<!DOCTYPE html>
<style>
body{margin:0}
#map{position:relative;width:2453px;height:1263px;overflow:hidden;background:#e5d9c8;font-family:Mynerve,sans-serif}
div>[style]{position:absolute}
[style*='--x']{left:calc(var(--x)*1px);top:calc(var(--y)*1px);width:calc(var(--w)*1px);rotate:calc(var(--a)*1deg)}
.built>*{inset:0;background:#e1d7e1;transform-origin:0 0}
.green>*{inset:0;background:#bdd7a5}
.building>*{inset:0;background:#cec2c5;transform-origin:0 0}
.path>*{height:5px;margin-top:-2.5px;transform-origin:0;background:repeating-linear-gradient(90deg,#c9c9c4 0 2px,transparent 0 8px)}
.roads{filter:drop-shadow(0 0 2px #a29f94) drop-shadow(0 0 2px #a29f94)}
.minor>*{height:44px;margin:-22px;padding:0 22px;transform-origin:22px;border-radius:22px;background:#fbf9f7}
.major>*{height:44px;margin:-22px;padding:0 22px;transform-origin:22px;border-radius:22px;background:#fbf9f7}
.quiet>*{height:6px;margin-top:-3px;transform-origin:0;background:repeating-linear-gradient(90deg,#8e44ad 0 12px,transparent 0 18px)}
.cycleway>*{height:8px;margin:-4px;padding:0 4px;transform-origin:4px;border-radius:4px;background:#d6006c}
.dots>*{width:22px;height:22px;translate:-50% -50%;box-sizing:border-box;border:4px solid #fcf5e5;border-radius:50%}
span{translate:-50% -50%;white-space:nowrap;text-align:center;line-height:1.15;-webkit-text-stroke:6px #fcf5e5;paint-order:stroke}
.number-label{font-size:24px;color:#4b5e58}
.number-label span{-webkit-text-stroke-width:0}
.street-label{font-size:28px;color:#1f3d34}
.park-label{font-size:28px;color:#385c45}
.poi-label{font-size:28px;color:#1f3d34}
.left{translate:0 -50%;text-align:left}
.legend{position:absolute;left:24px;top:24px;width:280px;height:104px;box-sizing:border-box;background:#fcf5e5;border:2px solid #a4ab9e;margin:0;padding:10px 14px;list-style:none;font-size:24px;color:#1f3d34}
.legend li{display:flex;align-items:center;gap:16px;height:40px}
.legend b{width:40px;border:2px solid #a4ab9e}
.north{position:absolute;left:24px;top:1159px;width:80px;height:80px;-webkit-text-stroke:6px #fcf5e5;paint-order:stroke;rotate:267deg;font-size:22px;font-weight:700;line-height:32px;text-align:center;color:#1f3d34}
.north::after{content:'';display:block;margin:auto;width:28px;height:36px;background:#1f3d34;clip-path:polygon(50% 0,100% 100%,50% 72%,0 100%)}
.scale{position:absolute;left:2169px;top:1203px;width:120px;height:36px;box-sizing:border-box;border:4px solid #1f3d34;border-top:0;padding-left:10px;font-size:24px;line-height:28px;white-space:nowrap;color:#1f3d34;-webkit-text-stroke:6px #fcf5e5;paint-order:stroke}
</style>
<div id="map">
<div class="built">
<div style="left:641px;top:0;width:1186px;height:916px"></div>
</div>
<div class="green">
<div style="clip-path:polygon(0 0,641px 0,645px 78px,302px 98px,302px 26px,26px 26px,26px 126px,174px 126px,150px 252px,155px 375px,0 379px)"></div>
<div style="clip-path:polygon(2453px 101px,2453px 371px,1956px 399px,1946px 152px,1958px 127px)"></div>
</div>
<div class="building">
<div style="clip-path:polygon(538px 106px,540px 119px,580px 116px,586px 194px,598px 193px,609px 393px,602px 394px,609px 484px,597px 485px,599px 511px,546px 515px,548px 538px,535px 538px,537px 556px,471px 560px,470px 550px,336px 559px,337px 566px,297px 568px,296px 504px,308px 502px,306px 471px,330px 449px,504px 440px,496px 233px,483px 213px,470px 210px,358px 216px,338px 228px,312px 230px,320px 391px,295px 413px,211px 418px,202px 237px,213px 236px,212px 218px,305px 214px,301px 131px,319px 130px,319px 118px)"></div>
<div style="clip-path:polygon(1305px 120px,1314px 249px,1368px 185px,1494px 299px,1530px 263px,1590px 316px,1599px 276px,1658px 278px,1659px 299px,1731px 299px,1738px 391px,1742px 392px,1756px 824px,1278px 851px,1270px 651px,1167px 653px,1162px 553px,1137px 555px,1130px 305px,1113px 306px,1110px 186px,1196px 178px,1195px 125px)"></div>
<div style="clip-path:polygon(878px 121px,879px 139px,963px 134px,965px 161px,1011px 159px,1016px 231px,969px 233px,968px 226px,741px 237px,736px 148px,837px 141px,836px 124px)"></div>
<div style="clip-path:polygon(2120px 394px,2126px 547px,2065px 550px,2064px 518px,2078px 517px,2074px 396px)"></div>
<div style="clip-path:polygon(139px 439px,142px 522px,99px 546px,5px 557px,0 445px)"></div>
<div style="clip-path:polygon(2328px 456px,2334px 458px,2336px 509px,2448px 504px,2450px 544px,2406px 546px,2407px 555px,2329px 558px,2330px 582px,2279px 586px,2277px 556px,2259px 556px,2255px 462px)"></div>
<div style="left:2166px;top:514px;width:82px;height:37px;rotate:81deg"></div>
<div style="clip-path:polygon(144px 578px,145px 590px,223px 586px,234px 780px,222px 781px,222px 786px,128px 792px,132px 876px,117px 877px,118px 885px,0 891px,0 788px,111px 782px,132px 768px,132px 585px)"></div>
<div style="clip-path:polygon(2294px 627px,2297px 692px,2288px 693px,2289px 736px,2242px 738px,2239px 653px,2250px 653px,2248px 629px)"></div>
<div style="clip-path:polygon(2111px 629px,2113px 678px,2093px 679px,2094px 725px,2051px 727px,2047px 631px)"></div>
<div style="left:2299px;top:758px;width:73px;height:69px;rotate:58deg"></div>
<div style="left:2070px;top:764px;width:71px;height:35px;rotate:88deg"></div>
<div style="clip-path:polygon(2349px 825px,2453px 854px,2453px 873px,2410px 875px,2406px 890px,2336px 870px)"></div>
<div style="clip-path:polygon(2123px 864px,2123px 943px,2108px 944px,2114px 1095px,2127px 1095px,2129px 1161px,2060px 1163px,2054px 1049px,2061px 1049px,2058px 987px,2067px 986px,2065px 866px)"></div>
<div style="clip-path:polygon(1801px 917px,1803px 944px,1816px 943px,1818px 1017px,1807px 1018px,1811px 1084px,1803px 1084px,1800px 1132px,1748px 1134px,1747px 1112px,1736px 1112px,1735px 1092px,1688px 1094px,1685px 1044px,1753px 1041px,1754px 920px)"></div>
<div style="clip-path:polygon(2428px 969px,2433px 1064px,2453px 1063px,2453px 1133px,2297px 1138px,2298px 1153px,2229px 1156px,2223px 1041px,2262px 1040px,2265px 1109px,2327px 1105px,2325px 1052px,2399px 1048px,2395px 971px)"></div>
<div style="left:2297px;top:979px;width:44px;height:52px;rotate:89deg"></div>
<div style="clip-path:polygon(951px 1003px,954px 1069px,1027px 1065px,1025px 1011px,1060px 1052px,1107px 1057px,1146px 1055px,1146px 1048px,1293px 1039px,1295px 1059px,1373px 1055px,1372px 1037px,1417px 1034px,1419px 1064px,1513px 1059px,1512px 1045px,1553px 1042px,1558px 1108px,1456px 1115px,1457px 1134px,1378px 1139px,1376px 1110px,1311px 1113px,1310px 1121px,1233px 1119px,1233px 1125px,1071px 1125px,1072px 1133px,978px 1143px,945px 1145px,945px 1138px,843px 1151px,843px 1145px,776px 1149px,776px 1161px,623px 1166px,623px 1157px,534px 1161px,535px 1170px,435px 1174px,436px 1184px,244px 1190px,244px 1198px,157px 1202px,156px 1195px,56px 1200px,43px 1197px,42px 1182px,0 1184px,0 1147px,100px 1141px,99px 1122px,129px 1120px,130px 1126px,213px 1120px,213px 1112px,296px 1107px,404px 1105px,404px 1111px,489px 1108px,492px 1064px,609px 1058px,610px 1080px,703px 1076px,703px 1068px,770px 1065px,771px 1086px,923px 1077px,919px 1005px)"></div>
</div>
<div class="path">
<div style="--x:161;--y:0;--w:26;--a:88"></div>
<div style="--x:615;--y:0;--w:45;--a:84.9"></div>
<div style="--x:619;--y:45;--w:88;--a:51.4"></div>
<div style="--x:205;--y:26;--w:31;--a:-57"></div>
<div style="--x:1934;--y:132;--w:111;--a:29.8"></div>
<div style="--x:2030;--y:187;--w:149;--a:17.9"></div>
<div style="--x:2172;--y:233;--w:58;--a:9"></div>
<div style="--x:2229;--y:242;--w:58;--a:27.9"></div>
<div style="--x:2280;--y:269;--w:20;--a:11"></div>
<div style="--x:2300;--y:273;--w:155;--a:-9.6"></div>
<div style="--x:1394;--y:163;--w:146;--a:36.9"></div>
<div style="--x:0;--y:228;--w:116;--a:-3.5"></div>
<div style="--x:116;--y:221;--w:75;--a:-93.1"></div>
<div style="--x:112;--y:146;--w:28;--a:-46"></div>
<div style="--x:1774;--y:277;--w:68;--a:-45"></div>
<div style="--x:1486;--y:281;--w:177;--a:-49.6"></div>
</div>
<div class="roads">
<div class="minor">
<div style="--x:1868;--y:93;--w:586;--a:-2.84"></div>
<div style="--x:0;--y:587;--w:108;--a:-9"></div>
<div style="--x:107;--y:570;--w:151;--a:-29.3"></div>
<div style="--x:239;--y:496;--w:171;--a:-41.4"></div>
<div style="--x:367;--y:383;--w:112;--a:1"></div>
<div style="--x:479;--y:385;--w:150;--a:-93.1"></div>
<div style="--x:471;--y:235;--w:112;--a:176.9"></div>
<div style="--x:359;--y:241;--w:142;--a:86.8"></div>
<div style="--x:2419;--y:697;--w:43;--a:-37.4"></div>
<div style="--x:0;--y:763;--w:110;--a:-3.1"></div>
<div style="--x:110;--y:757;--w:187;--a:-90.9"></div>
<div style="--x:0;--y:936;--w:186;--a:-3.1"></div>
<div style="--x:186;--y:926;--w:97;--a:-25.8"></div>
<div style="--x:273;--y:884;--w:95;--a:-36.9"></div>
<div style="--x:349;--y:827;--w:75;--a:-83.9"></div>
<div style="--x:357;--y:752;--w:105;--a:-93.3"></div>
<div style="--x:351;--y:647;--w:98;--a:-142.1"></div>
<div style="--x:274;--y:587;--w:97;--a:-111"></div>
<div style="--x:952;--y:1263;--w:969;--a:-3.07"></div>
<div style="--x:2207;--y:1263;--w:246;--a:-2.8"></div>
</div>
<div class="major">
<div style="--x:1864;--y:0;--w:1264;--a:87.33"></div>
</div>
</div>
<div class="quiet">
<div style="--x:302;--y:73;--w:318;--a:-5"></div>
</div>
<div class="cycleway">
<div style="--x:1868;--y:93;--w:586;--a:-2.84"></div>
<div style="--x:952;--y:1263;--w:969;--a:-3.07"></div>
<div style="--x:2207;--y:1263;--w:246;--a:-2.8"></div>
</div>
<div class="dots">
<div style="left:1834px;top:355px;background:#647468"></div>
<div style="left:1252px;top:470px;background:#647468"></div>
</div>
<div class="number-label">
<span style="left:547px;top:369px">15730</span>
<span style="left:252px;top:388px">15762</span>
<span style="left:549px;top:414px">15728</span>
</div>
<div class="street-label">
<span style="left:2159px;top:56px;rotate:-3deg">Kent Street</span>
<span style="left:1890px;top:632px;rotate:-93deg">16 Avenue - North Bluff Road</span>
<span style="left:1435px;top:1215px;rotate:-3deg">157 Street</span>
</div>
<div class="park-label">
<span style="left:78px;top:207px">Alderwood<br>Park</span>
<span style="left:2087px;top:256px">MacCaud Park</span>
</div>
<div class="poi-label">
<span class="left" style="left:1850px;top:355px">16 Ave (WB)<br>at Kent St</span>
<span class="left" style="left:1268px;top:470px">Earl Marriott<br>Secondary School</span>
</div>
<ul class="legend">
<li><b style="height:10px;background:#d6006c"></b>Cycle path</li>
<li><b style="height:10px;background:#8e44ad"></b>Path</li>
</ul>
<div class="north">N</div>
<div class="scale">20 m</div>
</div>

▶ _WHAT TO DO_:
Where the string "built" occurs in a line of the listing, copy the line.

▶ _ANSWER TO THIS TASK_:
.built>*{inset:0;background:#e1d7e1;transform-origin:0 0}
<div class="built">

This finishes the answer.